More than three years after Tomlinson filed a complaint with the Miami Association of Realtors against Miami’s top real estate team, Jill Eber presented her side of the dramatic story on Wednesday tied to the listings of multimillion-dollar properties.

It began in April 2015, when Tomlinson, a luxury real estate agent in Miami Beach, filed a complaint with the Realtors’ association against Eber and her business partner, Jill Hertzberg, claiming they altered MLS data on 51 of their properties – an alleged violation of the association’s code of ethics – to hide how long some listings had been on the market.
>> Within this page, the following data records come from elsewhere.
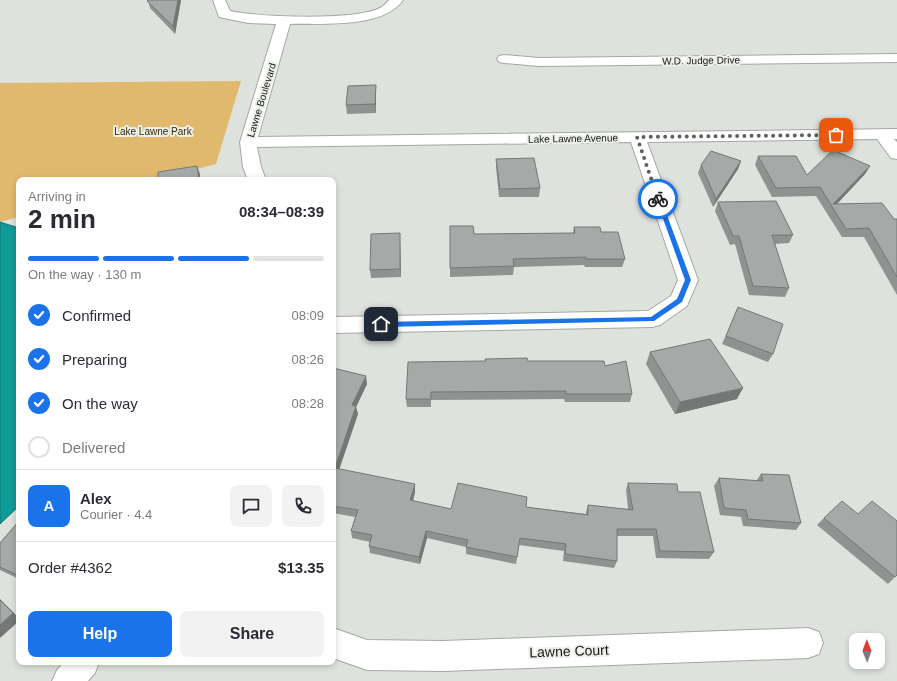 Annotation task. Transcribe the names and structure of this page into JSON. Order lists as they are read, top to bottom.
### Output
{
  "streets": {
    "street": [
      "W.D. Judge Drive",
      "Lawne Boulevard",
      "Lake Lawne Avenue",
      "Lawne Court"
    ]
  },
  "crossings": [
    ["Lawne Boulevard", "Lake Lawne Avenue"]
  ],
  "parks": ["Lake Lawne Park"],
  "north": "top",
  "page": {
    "heading": ["2 min", "Arriving in", "08:34–08:39"],
    "panel": [
      "Alex",
      "Courier · 4.4",
      "Order #4362",
      "$13.35"
    ],
    "bar": "On the way · 130 m",
    "list": [
      ["Confirmed", "08:09"],
      ["Preparing", "08:26"],
      ["On the way", "08:28"],
      "Delivered"
    ],
    "round": "A",
    "buttons": ["Help", "Share"]
  }
} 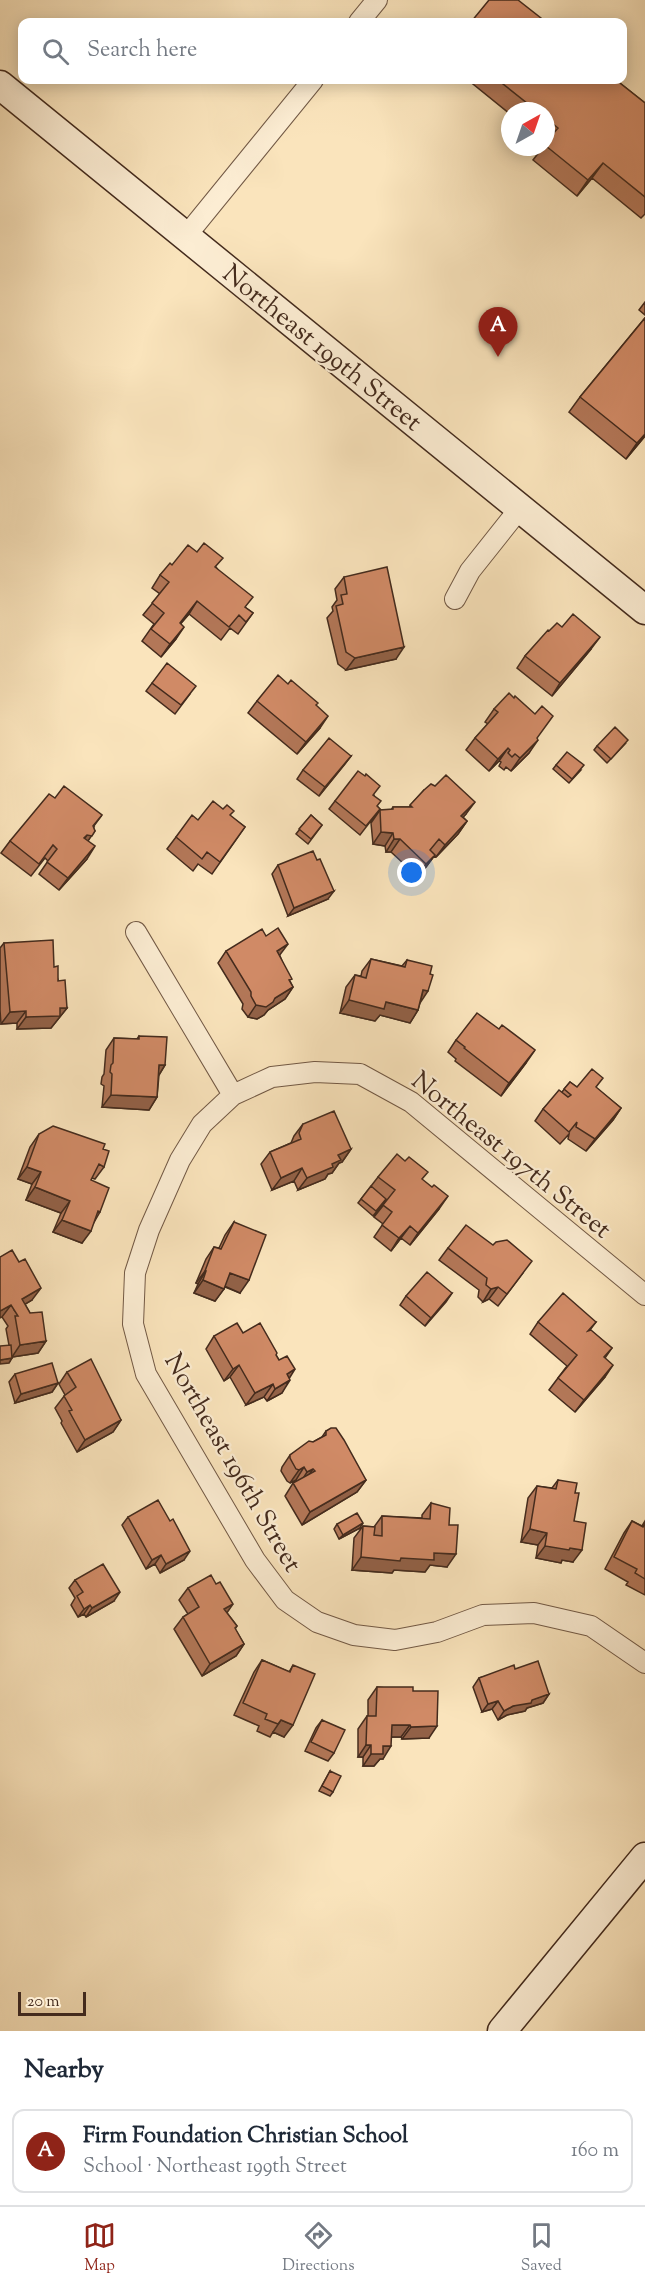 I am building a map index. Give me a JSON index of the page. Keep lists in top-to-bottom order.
{
  "streets": {
    "main road": ["Northeast 199th Street"],
    "street": ["Northeast 197th Street", "Northeast 196th Street"]
  },
  "crossings": [
    ["Northeast 197th Street", "Northeast 196th Street"]
  ],
  "scale_bar": "20 m",
  "north": "top right",
  "page": {
    "search": "Search here",
    "pins": "A",
    "scale": "20 m",
    "heading": "Nearby",
    "list": [
      {
        "mark": "A",
        "name": "Firm Foundation Christian School",
        "note": "School · Northeast 199th Street",
        "value": "160 m"
      }
    ],
    "nav": ["Map", "Directions", "Saved"]
  }
} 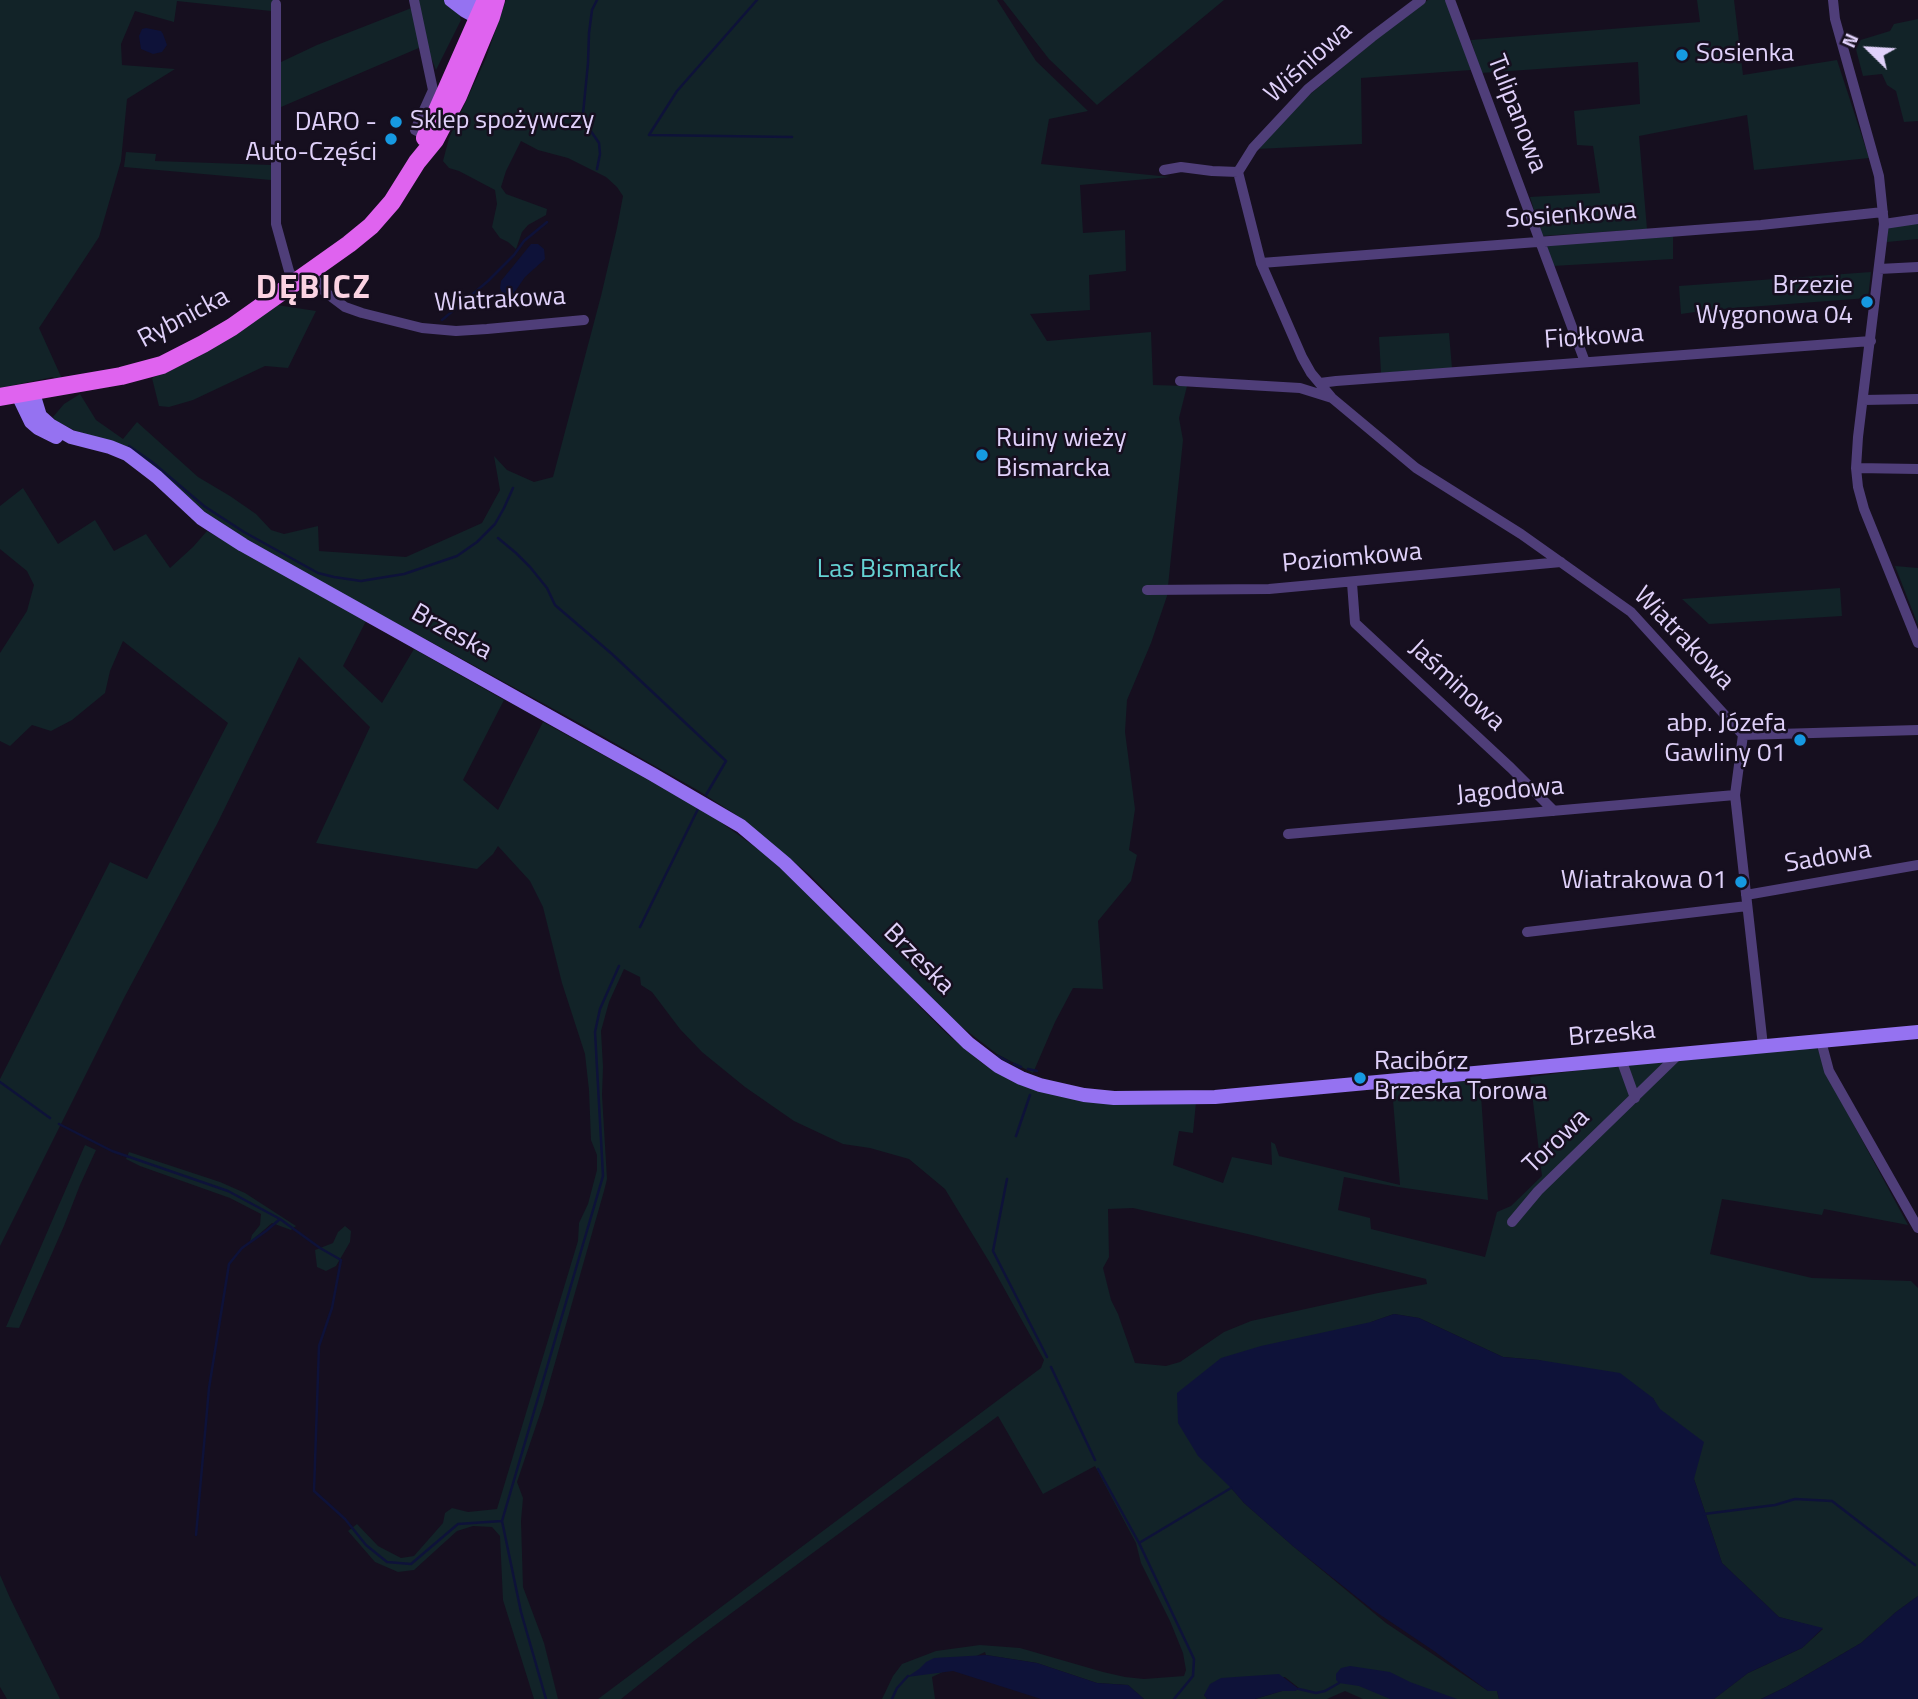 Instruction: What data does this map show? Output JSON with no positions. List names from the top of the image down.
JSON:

Complaints filed with the association are confidential.

Months later, Tomlinson reached out to Hertzberg, allegedly demanding $250,000 from each of them. While Eber was on vacation in the Turks and Caicos, she said, Hertzberg called her with Tomlinson. “Kevin started out saying ‘I’m not a bad guy. Teresa King Kinney, head of the [Miami Association of Realtors] board, said if you can work this out with the Jills and dismiss the complaint, the charges go away,’” Eber claimed.

The Jills went to the police and eventually recorded conversations with Tomlinson where he allegedly demanded up to $800,000 to keep quiet. “I’d rather this be a blip on your career that no one needs to know about … I don’t want anything to get to the Wall Street Journal,” he said in the recordings.

In August 2015, he was charged with two felony counts of extortion, resisting arrest and depriving an officer of means of protection. He pleaded not guilty.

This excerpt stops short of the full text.